_PROBLEM STATEMENT_: The whole of the data must be transcribed exactly.
DATASET EXTRACT Start Marker
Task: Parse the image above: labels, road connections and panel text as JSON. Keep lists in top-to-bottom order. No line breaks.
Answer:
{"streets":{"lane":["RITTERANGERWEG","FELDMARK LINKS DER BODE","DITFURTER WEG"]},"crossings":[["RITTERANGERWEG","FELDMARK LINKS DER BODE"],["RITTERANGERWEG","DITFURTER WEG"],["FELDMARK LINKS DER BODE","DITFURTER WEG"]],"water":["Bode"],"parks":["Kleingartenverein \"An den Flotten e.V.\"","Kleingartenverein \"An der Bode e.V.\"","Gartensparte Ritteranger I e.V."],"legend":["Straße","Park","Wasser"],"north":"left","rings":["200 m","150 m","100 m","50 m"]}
DATASET EXTRACT End Marker
_SOLUTION_:
Task: Parse the image above: labels, road connections and panel text as JSON. Keep lists in top-to-bottom order. No line breaks.
Answer:
{"streets":{"lane":["RITTERANGERWEG","FELDMARK LINKS DER BODE","DITFURTER WEG"]},"crossings":[["RITTERANGERWEG","FELDMARK LINKS DER BODE"],["RITTERANGERWEG","DITFURTER WEG"],["FELDMARK LINKS DER BODE","DITFURTER WEG"]],"water":["Bode"],"parks":["Kleingartenverein \"An den Flotten e.V.\"","Kleingartenverein \"An der Bode e.V.\"","Gartensparte Ritteranger I e.V."],"legend":["Straße","Park","Wasser"],"north":"left","rings":["200 m","150 m","100 m","50 m"]}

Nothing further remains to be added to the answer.